:: What is expected ::
Report, from the records below, every line where the word "Public" appears.

Collected data
+ + + +

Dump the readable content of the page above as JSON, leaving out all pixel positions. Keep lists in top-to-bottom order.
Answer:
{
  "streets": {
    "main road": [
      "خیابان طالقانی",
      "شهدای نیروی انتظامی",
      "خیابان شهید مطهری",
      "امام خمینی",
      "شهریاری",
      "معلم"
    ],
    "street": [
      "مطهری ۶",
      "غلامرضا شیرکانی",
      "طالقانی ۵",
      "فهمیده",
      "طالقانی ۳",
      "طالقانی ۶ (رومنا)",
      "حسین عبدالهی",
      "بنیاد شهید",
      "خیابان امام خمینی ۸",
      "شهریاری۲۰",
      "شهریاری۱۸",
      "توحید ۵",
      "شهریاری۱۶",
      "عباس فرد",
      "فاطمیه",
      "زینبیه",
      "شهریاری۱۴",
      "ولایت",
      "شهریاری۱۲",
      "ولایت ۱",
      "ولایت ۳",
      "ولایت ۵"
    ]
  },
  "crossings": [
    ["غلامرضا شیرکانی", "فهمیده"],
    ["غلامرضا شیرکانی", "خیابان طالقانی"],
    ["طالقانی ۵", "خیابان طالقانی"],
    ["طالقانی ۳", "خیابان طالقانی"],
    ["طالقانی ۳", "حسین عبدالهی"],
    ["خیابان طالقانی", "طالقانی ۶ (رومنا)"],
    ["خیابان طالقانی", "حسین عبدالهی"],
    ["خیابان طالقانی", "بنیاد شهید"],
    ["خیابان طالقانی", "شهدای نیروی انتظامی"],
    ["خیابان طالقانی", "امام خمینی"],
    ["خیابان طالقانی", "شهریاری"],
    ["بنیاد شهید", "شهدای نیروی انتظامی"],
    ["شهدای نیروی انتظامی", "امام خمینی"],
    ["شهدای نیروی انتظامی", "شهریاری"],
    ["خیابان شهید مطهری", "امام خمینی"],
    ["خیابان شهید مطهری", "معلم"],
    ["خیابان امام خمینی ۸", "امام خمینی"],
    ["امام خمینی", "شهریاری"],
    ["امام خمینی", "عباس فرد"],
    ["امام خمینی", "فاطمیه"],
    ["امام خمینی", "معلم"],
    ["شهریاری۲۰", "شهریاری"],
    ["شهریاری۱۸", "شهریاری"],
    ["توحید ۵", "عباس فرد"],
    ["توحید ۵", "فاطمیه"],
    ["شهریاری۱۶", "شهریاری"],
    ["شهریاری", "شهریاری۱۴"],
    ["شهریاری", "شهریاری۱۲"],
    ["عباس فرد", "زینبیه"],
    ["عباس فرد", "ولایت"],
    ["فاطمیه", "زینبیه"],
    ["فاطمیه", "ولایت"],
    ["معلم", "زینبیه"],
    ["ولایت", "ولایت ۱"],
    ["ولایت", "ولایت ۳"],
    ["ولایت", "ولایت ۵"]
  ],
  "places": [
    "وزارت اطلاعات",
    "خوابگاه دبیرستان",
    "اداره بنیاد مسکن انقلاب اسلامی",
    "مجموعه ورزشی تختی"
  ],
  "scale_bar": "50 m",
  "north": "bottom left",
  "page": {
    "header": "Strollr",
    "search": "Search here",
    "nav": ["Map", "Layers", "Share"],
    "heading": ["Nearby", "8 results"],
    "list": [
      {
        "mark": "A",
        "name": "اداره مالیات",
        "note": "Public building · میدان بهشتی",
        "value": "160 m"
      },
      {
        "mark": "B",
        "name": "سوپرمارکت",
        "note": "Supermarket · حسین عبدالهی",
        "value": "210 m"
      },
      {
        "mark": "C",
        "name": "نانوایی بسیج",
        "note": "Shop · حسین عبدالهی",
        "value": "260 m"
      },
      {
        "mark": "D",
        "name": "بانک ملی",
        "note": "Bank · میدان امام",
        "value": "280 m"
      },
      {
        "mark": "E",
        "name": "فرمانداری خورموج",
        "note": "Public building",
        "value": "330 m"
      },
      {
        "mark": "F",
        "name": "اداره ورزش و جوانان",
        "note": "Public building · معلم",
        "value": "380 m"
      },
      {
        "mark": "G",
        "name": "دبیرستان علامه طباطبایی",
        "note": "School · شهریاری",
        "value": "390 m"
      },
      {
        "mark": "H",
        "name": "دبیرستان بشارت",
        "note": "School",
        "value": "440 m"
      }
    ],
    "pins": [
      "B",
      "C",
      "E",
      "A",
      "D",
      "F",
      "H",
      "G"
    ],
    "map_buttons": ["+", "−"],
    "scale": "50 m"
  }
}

+ + + +

:: Your response ::
        "note": "Public building · میدان بهشتی",
        "note": "Public building",
        "note": "Public building · معلم",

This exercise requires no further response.